[Records excerpted from a collection]
[Start of Attachment]
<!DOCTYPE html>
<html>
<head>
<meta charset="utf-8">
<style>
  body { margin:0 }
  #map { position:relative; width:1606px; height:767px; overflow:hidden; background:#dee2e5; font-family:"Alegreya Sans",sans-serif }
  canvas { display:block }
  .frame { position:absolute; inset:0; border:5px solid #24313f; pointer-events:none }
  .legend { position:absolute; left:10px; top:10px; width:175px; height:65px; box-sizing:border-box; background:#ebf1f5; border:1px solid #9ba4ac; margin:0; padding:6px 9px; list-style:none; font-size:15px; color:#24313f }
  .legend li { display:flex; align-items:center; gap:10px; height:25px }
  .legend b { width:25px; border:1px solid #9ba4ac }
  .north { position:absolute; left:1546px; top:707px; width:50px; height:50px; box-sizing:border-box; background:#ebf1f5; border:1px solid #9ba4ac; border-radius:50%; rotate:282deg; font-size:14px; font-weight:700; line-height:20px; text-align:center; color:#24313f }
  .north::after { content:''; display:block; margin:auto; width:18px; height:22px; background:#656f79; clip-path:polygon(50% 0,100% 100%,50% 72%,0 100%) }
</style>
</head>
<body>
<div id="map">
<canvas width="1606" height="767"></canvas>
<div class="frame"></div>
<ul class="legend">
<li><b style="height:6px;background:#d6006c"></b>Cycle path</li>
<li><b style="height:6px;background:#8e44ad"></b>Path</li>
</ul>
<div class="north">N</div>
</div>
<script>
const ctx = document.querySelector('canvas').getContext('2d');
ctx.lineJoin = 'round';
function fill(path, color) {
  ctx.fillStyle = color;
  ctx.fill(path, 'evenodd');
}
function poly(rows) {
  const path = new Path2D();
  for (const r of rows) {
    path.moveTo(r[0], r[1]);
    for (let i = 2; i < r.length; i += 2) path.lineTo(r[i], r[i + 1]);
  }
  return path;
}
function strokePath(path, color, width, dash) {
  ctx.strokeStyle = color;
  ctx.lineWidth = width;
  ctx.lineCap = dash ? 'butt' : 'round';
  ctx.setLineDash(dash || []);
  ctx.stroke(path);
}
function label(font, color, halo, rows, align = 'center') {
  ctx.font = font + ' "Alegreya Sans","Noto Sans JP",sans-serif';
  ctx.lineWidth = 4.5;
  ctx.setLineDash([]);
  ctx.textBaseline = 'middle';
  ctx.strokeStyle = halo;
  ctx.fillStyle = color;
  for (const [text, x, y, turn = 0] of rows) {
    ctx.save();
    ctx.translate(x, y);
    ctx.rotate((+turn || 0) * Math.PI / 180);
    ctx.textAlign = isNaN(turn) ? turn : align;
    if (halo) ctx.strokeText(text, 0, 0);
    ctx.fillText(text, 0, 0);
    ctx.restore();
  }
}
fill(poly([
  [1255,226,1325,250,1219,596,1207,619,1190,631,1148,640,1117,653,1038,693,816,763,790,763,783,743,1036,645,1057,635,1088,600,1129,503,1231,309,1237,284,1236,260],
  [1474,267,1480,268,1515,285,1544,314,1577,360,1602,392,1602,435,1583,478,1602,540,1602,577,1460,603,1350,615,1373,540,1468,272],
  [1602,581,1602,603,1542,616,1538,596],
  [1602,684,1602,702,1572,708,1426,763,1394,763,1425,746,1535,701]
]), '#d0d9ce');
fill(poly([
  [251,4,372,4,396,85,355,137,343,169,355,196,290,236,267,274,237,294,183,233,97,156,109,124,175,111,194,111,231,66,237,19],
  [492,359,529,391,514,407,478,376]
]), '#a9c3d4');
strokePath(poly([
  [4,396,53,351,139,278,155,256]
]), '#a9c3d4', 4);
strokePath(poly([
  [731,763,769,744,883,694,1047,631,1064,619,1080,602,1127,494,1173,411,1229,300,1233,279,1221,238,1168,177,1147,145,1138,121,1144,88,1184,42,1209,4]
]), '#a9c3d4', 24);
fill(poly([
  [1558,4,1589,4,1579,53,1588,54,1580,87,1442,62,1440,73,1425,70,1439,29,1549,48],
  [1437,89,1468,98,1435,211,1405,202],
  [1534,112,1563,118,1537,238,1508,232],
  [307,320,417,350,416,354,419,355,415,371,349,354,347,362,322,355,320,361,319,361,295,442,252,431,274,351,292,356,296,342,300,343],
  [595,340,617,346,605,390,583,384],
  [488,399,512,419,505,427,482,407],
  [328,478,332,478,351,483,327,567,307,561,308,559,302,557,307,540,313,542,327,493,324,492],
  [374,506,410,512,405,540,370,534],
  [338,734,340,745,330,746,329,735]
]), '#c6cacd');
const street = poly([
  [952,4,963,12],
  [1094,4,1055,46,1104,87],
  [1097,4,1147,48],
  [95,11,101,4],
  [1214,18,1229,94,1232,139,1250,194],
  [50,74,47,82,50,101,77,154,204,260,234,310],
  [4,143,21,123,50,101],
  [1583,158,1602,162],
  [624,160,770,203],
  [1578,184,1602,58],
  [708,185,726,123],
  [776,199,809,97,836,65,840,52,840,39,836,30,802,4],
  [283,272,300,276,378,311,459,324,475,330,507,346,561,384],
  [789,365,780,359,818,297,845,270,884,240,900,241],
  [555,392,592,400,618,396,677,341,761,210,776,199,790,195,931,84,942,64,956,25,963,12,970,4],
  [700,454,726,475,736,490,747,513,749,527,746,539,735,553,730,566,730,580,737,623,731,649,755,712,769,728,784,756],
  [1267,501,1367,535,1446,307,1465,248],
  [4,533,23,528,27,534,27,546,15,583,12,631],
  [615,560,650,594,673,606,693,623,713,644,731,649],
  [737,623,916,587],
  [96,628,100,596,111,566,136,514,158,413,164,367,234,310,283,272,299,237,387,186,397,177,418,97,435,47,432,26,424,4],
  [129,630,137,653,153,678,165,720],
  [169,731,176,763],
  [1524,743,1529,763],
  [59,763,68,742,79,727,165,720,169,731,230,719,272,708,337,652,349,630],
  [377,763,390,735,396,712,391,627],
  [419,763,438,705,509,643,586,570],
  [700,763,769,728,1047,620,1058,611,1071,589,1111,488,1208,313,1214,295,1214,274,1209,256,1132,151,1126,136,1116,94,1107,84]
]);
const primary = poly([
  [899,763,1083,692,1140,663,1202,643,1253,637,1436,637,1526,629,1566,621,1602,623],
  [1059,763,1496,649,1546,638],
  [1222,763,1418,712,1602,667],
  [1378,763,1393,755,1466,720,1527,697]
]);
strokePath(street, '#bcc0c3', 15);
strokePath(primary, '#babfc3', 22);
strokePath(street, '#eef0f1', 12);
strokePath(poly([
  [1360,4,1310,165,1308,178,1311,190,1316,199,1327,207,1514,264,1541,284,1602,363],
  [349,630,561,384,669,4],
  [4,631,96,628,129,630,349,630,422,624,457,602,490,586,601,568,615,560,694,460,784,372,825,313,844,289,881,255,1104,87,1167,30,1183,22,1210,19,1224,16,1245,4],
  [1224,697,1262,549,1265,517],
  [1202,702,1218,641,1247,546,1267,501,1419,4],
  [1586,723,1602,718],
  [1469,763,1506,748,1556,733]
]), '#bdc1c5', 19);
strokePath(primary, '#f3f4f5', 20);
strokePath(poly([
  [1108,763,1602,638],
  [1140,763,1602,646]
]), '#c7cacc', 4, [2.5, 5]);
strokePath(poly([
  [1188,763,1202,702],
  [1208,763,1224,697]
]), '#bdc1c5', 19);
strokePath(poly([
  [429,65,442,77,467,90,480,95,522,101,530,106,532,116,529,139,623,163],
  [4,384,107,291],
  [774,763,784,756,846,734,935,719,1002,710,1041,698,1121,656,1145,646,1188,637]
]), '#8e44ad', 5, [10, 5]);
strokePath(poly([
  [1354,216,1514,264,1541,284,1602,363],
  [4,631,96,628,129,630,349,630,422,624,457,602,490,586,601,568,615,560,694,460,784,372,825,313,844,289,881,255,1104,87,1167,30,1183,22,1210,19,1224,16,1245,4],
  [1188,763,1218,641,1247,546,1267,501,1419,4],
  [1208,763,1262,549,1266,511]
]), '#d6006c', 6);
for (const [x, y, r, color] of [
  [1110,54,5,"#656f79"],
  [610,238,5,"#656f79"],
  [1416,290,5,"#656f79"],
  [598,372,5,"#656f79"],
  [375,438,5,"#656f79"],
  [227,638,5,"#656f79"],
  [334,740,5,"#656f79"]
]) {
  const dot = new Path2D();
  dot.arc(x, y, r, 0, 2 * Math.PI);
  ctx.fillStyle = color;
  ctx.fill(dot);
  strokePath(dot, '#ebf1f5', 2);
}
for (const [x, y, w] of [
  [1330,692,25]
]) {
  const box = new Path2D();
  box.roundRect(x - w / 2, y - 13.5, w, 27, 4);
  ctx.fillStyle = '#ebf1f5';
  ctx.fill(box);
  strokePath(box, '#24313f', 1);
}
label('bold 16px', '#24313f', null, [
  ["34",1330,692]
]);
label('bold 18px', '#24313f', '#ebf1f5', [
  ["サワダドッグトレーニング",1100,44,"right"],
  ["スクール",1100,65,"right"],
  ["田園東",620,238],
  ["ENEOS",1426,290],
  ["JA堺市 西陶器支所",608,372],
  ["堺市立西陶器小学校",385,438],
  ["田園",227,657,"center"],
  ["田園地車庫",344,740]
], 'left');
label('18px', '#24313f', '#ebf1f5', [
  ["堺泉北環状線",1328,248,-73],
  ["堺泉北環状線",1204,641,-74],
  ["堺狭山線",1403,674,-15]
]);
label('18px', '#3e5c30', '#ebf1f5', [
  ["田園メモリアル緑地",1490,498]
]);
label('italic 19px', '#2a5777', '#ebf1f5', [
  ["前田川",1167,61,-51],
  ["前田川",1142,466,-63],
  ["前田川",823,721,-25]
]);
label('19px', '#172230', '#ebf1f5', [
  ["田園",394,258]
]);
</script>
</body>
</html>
[End of Attachment]
[Start of Attachment]
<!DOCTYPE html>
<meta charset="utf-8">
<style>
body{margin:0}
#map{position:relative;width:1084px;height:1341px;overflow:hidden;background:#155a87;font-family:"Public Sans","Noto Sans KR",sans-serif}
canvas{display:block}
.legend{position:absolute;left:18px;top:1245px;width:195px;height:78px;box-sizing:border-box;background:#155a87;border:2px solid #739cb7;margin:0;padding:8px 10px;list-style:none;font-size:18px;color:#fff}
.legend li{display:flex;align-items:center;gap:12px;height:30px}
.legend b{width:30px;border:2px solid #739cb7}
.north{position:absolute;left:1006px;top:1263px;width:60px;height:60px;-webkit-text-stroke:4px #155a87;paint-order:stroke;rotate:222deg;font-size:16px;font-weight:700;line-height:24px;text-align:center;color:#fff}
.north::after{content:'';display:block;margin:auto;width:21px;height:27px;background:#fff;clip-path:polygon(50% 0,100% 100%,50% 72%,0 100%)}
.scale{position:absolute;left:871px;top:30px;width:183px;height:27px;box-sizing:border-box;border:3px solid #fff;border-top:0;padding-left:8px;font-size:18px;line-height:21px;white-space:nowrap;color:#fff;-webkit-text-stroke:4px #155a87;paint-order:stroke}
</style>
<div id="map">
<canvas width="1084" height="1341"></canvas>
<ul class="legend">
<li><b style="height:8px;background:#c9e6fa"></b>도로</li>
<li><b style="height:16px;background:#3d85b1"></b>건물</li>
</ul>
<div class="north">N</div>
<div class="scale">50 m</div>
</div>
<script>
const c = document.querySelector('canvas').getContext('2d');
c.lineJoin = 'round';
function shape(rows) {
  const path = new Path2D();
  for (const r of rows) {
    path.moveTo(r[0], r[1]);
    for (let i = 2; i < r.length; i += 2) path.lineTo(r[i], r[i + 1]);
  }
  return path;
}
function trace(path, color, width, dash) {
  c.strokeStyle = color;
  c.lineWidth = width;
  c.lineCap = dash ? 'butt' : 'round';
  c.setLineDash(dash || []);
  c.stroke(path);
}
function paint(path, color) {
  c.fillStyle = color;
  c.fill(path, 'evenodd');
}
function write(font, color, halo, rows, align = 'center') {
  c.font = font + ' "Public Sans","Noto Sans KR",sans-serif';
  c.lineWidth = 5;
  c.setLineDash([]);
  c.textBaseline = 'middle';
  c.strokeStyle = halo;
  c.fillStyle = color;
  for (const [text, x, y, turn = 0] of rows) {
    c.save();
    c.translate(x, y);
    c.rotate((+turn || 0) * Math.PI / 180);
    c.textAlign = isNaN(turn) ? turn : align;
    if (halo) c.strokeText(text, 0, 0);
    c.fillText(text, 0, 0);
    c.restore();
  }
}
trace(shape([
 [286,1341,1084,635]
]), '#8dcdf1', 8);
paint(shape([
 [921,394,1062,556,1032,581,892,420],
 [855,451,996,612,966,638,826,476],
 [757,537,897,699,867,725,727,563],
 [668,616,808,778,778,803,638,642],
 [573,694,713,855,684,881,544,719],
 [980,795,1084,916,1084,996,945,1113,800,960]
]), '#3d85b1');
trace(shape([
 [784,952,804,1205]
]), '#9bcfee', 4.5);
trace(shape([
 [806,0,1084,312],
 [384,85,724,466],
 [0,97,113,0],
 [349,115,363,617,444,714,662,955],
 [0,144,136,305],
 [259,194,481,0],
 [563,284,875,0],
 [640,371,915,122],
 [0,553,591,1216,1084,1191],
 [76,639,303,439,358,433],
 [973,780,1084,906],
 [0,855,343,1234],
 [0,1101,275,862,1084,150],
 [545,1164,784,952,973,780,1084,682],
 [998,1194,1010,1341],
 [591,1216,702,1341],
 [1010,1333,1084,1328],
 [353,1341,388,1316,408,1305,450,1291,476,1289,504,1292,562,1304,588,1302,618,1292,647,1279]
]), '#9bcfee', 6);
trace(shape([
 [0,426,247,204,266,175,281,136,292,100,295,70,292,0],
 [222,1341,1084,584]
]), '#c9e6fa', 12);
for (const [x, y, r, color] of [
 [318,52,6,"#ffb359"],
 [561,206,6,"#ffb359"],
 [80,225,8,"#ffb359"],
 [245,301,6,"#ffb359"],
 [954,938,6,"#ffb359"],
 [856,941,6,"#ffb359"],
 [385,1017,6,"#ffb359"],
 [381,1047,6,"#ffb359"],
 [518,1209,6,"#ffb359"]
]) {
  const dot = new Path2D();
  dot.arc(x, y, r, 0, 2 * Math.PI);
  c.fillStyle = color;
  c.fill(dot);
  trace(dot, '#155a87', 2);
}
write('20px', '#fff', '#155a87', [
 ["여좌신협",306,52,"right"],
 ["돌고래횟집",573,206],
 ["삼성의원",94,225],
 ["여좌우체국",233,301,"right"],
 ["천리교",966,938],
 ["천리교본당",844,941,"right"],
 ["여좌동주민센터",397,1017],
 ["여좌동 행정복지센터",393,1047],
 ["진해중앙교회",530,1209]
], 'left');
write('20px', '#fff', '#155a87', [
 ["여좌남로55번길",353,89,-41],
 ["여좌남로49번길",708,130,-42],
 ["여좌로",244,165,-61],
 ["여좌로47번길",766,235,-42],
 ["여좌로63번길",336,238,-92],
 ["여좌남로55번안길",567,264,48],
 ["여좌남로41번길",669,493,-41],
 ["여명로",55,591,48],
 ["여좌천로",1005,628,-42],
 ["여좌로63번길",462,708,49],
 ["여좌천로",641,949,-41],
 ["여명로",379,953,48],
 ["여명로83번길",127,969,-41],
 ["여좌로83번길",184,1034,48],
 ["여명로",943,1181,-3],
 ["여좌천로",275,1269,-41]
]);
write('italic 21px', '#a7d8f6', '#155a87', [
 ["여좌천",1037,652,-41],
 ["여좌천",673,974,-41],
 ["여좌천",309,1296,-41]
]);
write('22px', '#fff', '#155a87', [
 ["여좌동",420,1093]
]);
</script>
[End of Attachment]
### PROBLEM DESCRIPTION
Using the records given above, list every line that includes the word "querySelector".

### EXPECTED ANSWER
const ctx = document.querySelector('canvas').getContext('2d');
const c = document.querySelector('canvas').getContext('2d');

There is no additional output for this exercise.